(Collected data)

----------

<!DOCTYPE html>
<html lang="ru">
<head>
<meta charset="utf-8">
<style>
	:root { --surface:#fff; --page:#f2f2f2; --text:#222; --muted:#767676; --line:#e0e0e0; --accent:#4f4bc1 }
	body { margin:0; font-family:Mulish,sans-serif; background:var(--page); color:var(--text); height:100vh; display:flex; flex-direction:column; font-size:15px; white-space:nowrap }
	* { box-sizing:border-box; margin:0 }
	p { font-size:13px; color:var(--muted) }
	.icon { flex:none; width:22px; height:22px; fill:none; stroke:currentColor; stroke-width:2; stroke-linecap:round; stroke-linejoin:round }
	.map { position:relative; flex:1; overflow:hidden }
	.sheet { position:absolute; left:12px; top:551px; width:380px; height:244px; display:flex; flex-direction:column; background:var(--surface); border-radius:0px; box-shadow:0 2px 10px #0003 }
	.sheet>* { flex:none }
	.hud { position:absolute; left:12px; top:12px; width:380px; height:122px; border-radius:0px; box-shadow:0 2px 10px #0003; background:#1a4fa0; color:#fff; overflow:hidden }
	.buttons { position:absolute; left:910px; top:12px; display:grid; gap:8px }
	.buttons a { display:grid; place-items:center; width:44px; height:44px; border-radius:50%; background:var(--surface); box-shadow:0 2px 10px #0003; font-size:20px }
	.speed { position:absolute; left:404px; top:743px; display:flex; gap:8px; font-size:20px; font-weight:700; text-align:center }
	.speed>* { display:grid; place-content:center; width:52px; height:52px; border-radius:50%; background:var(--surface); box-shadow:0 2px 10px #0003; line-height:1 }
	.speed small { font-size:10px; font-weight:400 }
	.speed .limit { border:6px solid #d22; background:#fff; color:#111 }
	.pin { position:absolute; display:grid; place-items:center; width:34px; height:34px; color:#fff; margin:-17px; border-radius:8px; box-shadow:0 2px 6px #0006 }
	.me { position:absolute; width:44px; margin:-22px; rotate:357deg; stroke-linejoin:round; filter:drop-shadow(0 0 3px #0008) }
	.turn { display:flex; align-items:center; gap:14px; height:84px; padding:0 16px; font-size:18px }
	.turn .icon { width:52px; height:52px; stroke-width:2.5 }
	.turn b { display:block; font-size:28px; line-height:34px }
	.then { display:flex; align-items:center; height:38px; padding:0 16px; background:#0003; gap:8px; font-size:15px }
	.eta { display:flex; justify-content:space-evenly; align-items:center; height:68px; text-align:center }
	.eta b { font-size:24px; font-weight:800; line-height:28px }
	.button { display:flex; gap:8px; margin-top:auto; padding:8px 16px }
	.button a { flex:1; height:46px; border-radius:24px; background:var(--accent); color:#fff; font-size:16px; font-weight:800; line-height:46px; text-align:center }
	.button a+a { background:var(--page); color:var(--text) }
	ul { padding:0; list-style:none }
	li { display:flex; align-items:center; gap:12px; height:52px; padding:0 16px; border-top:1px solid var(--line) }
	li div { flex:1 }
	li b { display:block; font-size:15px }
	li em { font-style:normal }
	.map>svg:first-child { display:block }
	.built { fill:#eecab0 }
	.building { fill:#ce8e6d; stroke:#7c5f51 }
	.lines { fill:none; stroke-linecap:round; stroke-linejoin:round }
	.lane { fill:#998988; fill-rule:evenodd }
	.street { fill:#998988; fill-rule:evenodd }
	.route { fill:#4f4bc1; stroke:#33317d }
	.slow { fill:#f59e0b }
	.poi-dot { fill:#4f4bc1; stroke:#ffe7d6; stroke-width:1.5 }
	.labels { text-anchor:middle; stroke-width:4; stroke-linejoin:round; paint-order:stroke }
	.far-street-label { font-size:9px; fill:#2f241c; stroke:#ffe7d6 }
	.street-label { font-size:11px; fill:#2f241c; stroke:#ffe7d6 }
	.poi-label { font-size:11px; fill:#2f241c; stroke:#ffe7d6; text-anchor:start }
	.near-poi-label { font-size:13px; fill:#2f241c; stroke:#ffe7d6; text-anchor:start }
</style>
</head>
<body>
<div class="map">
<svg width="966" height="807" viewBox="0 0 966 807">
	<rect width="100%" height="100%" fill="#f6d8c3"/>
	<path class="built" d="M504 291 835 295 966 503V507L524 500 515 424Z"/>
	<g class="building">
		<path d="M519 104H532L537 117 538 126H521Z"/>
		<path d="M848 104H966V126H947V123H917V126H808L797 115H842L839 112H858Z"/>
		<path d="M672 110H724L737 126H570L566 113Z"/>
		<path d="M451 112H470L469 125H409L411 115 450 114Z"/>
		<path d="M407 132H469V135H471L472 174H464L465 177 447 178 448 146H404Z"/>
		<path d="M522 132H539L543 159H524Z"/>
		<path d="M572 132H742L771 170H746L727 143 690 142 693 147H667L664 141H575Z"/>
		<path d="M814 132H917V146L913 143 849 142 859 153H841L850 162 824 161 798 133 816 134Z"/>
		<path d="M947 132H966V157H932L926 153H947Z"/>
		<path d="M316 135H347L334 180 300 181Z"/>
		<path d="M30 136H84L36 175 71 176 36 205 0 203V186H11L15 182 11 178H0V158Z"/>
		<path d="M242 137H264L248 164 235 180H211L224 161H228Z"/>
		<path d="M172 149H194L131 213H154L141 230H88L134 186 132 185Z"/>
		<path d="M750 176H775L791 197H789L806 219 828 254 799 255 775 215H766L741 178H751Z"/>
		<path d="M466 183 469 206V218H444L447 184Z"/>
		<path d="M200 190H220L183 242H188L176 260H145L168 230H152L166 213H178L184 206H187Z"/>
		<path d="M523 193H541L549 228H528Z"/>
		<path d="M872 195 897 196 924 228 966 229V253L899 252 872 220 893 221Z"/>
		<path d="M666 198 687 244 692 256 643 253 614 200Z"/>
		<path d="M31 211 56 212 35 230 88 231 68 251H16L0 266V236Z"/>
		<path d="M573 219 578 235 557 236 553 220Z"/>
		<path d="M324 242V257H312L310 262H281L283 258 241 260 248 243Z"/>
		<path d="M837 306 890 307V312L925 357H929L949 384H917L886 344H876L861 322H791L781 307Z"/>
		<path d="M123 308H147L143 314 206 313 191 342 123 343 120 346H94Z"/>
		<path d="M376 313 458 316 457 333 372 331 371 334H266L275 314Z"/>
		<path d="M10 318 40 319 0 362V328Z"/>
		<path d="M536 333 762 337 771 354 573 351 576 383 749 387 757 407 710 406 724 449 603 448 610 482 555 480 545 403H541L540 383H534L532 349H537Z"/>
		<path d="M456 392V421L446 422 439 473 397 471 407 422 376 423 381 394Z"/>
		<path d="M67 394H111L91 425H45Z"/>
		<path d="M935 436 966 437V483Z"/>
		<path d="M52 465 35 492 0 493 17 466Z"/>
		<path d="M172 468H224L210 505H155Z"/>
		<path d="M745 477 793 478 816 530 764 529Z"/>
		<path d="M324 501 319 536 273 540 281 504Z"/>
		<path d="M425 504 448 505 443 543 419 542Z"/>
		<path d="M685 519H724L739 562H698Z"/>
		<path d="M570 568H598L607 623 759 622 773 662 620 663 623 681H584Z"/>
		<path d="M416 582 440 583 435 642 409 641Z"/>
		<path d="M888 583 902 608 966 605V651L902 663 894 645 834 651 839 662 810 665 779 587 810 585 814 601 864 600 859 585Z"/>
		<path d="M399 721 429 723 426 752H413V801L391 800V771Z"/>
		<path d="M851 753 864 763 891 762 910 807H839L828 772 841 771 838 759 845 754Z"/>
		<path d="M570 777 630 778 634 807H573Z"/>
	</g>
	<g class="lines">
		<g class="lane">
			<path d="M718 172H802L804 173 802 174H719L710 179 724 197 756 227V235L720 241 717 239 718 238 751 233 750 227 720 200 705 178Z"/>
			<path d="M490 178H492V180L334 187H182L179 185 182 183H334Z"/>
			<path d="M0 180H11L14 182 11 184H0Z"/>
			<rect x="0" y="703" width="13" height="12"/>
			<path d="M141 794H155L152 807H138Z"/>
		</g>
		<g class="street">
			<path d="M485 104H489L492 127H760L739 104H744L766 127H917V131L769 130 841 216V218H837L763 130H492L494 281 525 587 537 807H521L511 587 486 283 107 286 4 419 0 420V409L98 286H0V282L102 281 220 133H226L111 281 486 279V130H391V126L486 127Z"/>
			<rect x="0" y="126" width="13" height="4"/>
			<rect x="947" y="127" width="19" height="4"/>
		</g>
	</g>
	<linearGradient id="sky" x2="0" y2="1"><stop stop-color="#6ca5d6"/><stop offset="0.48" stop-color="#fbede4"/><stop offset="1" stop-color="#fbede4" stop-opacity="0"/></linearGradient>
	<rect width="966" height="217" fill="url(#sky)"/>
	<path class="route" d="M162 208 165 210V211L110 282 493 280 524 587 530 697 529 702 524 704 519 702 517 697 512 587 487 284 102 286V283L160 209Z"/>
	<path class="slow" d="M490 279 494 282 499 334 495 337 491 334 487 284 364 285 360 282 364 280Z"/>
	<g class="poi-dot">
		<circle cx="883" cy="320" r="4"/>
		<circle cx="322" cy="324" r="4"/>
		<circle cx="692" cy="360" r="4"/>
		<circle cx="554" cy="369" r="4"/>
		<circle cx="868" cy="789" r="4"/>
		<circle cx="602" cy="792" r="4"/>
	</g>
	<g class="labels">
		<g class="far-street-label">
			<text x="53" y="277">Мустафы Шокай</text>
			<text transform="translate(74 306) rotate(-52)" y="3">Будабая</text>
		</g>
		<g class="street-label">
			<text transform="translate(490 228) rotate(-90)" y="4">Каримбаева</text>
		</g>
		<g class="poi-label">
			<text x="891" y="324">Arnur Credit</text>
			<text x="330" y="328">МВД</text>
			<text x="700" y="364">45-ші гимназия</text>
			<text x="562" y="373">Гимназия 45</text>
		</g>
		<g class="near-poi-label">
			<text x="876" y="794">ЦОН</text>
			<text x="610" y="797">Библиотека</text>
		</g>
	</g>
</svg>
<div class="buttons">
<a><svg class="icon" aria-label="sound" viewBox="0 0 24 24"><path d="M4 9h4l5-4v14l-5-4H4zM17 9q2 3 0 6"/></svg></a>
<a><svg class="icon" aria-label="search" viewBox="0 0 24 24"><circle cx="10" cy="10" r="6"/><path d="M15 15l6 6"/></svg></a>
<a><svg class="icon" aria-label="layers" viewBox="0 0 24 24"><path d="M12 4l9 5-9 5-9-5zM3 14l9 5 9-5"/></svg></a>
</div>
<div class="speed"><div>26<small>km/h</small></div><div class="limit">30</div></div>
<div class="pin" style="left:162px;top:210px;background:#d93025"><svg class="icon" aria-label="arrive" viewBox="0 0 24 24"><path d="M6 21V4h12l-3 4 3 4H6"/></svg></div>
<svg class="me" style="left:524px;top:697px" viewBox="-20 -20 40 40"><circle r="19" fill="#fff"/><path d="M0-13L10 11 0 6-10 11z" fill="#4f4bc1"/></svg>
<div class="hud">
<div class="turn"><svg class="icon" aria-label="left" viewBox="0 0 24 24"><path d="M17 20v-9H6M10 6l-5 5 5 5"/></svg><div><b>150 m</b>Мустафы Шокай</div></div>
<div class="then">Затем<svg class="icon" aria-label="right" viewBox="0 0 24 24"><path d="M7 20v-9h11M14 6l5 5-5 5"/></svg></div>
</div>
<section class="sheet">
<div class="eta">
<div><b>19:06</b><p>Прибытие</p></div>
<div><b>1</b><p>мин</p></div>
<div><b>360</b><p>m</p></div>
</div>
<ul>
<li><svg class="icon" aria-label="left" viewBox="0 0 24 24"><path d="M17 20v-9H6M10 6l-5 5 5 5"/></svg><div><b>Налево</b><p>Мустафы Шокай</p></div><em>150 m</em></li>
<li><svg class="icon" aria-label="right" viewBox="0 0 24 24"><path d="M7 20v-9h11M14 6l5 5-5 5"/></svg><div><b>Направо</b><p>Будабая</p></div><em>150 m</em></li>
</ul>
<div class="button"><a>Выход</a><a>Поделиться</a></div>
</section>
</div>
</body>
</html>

----------

• [Exercise brief] Check each line above for the word "grid", and copy the lines where it appears.

• [Task solution]
	.buttons { position:absolute; left:910px; top:12px; display:grid; gap:8px }
	.buttons a { display:grid; place-items:center; width:44px; height:44px; border-radius:50%; background:var(--surface); box-shadow:0 2px 10px #0003; font-size:20px }
	.speed>* { display:grid; place-content:center; width:52px; height:52px; border-radius:50%; background:var(--surface); box-shadow:0 2px 10px #0003; line-height:1 }
	.pin { position:absolute; display:grid; place-items:center; width:34px; height:34px; color:#fff; margin:-17px; border-radius:8px; box-shadow:0 2px 6px #0006 }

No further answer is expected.